Want more? The full recap starts right below!
PREVIOUSLY
In addition to everyone else, Joss was sleeping with her boss, which came with perks like easy real estate sales and the chance to leave your underwear places. April was sabotaging her budding relationship with Hot Dad Richard in many ghost-related ways, the last of which was a mystery baby her dead husband had with his secret other family. Savannah pissed her off by admitting she cheated on her horrible husband, and then desperately tried to get the magic back by sleeping with her horrible husband. And Karen Kim, she was just doing Karen. Doing like how Karen do.
1 WK LATER
Savannah: "That was so funny how we had sex!"
Harry: "Please don't touch it for like one second. I must insist."
Savannah: "Boys and their penises! Hahaha!"
Harry: "Seriously, that is like broken glass, what you are doing. At this point in the refractory cycle it's about as sensitive as your eyeball. You're not being cute, you're being mean."
Savannah: "I just love you right now, at this one moment."
Harry: "I suppose that we love each other. Hey, remember when you had cornrows and an infected belly ring?"
Savannah: "Does that turn you on, baby?"
Harry: "Christ we are the worst."
Savannah: "You're like the Beeper King to my Liz Lemon. Our love is hypothermia."
Harry: "Don't you have a job?"
Savannah: "I am avoiding my job due to reasons."
Harry: "Maybe you should go to your job."
Savannah: "Or the opposite of that."
AM DROP-OFF
Lucy: "Who's this person Miranda who keeps calling you?"
April: "Um, my gynecologist."
Lucy: "You should not have your gyno programmed into your phone by first name."

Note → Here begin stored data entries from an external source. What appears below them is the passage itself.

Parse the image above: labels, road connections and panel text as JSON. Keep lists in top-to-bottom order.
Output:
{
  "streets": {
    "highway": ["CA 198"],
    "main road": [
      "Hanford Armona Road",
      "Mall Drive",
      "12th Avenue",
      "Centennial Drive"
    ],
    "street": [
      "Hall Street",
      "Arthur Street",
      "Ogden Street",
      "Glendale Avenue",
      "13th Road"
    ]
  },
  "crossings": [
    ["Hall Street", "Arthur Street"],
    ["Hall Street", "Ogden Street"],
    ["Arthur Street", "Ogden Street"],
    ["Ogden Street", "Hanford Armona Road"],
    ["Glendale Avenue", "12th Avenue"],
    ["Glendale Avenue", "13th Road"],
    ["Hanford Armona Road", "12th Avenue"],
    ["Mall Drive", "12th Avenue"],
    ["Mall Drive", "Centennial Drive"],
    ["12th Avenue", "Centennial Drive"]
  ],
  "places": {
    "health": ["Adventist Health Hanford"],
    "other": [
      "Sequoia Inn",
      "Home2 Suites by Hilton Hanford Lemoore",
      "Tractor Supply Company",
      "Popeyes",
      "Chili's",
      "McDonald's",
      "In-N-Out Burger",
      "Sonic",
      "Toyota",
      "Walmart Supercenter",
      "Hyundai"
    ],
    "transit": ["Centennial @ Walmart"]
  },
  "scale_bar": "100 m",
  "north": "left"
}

April: "Aren't you precocious?"
Richard walks his daughter by, looking all Hot Dad Richardy, and fully ignores April when she screams his name. Like he looks right at her, his face a death mask of You Fucked Up. April -- alone, of all these women -- at least has the grace to be like, "Well, April Malloy, you made this bed. You decorated it with throw pillows. And now you must lie in it."
DR. KAREN KIM, REAL LIVE PSYCHIATRIST WITH A MEDICAL DEGREE
Dr. Jacob Lerner: "So what is with all these boxes everywhere in your office, hoarder? Just kidding, I know you like to alphabetize your hard files whenever you are freaking out or done freaking out."